AVAILABLE RECORDS -

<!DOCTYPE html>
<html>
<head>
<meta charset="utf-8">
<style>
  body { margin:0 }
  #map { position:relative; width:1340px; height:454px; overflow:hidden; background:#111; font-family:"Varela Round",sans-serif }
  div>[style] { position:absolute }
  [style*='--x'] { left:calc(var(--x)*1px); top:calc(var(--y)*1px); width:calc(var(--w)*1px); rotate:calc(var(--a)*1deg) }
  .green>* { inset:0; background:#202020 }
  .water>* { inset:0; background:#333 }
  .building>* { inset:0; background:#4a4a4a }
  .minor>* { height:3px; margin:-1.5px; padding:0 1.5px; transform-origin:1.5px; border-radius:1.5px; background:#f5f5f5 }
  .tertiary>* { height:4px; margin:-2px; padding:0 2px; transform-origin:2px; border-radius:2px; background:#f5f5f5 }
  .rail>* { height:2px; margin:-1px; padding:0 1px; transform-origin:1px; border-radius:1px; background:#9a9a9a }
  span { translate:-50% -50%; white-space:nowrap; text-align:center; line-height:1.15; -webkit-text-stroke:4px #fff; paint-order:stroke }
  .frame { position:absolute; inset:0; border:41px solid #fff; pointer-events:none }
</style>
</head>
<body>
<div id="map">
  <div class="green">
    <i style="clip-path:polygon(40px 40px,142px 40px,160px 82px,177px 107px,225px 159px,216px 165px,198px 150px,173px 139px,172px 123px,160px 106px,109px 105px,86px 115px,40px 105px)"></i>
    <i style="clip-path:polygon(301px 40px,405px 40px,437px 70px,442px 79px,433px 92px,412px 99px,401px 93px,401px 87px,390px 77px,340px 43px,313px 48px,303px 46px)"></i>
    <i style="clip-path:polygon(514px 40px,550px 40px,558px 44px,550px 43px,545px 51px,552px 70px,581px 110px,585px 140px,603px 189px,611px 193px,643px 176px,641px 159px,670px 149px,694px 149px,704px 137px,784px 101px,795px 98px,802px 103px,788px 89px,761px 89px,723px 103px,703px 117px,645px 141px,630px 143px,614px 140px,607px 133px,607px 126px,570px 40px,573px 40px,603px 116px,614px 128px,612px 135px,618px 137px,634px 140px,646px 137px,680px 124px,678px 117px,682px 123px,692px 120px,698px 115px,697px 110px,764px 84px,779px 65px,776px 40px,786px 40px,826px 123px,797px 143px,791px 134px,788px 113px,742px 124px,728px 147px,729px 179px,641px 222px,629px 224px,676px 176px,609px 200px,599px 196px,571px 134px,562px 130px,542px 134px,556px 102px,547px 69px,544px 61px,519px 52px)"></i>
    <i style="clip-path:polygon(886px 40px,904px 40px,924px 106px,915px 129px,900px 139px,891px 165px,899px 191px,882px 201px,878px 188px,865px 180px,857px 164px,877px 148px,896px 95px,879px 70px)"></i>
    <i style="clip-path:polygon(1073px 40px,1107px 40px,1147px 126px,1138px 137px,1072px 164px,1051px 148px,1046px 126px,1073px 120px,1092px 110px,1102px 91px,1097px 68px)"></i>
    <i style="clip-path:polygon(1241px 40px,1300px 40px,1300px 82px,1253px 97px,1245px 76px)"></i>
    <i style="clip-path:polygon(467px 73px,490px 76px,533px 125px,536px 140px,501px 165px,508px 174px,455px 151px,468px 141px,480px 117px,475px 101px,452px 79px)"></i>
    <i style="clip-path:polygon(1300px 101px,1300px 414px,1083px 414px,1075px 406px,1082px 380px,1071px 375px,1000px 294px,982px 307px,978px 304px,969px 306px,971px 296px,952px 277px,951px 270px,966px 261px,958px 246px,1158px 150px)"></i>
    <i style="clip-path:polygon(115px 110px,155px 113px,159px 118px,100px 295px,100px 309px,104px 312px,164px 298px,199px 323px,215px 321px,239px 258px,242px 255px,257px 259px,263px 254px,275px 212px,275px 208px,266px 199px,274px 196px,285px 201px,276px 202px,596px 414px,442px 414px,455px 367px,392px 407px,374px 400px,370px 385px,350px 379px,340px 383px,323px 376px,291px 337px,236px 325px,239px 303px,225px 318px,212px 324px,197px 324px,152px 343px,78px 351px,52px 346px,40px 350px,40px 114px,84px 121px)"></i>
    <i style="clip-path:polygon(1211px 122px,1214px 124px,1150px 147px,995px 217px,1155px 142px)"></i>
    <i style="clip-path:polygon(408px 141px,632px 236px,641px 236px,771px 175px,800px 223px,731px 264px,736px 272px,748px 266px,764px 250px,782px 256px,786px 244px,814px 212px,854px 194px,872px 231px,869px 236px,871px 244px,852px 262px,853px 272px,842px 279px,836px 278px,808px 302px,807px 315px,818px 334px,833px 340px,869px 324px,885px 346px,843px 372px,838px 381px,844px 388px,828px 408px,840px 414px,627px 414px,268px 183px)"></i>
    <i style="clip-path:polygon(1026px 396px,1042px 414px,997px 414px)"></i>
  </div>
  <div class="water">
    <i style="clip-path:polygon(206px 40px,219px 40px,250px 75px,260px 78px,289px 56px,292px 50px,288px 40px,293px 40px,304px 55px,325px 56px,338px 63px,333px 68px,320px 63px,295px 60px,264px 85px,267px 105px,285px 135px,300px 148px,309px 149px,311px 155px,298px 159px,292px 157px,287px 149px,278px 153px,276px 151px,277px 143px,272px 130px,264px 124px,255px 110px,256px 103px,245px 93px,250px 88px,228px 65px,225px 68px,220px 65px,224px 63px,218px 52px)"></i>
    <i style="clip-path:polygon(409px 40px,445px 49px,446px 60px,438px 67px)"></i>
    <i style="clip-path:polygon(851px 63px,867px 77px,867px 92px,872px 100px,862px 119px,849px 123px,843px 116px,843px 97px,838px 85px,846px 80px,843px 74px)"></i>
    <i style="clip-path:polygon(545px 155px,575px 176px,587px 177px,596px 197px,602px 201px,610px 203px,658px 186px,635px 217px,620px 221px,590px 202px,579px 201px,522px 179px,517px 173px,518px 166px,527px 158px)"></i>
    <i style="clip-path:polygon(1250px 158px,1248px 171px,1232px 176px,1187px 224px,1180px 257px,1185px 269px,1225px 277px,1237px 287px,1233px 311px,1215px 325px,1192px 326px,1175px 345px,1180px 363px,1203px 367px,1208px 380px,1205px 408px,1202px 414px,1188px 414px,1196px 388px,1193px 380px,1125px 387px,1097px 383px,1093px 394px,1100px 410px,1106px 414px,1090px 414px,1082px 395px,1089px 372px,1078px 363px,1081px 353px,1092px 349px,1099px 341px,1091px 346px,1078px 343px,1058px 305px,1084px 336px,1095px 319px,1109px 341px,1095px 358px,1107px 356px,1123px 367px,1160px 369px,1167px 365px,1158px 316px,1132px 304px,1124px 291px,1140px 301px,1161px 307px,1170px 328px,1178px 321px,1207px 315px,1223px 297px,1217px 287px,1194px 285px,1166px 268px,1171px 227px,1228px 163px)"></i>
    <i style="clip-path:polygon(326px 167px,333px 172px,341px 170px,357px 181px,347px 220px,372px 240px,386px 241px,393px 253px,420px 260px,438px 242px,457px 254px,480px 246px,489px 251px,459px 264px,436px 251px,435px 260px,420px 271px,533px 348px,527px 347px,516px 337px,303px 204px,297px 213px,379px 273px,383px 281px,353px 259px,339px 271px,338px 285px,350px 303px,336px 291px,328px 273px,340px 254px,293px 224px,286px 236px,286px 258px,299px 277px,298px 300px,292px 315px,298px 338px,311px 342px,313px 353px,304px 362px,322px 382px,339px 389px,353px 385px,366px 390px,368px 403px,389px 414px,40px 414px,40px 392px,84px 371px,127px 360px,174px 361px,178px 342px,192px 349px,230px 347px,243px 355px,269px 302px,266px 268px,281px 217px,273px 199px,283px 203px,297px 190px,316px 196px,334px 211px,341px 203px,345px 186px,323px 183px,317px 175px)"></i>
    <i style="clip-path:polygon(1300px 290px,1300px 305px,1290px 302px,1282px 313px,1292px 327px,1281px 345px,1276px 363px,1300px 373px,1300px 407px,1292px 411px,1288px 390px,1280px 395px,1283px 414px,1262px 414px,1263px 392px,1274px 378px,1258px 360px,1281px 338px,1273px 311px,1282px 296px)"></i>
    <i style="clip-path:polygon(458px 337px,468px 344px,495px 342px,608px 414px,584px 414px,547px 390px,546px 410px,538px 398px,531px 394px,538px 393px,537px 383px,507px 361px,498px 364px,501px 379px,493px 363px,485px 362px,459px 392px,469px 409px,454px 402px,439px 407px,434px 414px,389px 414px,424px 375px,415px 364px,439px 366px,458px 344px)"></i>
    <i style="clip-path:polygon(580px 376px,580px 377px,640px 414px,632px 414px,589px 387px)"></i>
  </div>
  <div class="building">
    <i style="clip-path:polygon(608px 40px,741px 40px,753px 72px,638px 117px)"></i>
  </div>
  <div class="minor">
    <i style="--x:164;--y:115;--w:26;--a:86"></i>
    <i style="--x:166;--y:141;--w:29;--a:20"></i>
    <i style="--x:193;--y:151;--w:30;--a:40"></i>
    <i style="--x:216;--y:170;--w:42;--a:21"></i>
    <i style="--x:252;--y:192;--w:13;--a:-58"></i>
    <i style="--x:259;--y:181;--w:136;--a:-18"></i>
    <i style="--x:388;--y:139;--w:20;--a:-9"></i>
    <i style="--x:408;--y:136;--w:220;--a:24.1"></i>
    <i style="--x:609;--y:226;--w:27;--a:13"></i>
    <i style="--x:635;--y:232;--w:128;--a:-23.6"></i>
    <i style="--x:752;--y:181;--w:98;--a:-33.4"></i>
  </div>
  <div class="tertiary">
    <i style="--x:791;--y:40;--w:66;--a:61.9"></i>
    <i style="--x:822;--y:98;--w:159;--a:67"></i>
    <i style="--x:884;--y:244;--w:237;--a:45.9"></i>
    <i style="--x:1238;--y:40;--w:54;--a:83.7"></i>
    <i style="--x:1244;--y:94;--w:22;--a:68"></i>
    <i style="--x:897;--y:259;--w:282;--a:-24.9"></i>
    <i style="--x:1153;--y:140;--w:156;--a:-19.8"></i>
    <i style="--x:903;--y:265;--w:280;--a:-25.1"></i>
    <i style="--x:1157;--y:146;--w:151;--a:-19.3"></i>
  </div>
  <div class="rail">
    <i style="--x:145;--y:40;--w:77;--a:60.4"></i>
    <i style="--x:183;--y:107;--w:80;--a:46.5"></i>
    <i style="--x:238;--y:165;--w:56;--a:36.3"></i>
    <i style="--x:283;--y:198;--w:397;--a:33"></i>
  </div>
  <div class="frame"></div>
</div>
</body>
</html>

ASSIGNMENT - From the listing above, copy out each line where the word "width" appears.

OUTPUT FOR THIS EXERCISE -
  #map { position:relative; width:1340px; height:454px; overflow:hidden; background:#111; font-family:"Varela Round",sans-serif }
  [style*='--x'] { left:calc(var(--x)*1px); top:calc(var(--y)*1px); width:calc(var(--w)*1px); rotate:calc(var(--a)*1deg) }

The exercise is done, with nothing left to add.